To tune an engine for cold plugs, you'll have to tune the engine very lean. It's not difficult to set the needles until the engine screams on the straight, say "ding ding ding" when you go down to idle etc. etc.. To know the sweet spot on the needles and then turn them 1 hour out, requires much more experience. "My RB (Nova, OS, Ninja) engine is built to run lean!" HOGWASH!!!! :D You run a very good engine, but NO engines are built to run lean. Perhaps low budget engines will loose the compression faster than a high quality engine, but the top $ engine would be able to run 2 x as much fuel through it, if you LEARN TO TUNE IT correct! |
I have found that Odonell 97T plugs works the best for My F11.
I also run 30% and Idles, runs, everything great. |
What I don't understand is why everyone wants to argue about it. Either try what is suggested/recommended for these engines or do it your own way.... Or be a follower and just do what everyone else does because they said so. Isn't part of this hobby figuring out what works best for YOU??? I personally like to do things my own way to make things work for ME. Maybe I am this way because of the extreme altitude I race at there wasn't anyone online with good advice to help me up here, so I figured it out on my own by trying different things. If you screw up an engine because you want to try something not recommended that's your prerogative and your welcome to screw up as much of your own stuff as you want.

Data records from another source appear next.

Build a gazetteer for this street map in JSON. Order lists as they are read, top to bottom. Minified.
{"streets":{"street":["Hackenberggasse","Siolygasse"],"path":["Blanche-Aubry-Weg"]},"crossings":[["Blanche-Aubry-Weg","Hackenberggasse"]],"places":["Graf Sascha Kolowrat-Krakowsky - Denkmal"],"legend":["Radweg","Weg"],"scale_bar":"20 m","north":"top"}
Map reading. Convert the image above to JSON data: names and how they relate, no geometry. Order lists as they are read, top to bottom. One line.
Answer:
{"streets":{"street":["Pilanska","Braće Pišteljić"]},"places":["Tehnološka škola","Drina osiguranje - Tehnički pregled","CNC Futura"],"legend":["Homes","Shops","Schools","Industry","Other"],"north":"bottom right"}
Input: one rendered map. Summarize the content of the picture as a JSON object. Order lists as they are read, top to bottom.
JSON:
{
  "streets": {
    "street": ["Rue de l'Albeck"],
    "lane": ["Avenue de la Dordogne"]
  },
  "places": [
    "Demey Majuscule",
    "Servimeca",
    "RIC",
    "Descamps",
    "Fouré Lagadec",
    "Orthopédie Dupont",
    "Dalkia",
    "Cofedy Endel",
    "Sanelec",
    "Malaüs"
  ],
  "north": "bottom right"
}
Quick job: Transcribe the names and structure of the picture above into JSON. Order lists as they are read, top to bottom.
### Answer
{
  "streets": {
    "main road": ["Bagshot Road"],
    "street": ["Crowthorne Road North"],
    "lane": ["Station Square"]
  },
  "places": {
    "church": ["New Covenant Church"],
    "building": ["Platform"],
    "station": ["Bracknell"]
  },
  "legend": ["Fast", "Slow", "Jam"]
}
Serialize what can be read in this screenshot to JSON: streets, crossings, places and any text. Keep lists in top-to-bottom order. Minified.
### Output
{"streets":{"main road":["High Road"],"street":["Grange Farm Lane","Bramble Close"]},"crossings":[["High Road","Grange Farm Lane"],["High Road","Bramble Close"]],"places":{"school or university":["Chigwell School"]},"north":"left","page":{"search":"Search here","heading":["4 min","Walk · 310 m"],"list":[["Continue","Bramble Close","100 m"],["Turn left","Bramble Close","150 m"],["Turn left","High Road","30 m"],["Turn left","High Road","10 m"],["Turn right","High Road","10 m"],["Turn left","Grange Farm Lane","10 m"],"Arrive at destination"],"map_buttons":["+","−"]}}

All I am saying is try the C5TGC. Hell one guy in here already did and reported back that it fixed his issues. Also remember, some of the fastest team drivers out there can't tune an engine on their own so being a sponsored driver does not make someone an engine expert or a tuning expert... |
So I recently picked up a deal on a parts lot here on tech and in the box of stuff was a C5 engine. I reassembled the motor and it feels like it has a ton of pinch and the bearings feel smooth. Since I am a Go engine guy and know nothing of RB, is this motor any good? What is it best suited for and what pipes are recommended? Also does this motor have any bad habits I need to be concerned about if I decide to try it.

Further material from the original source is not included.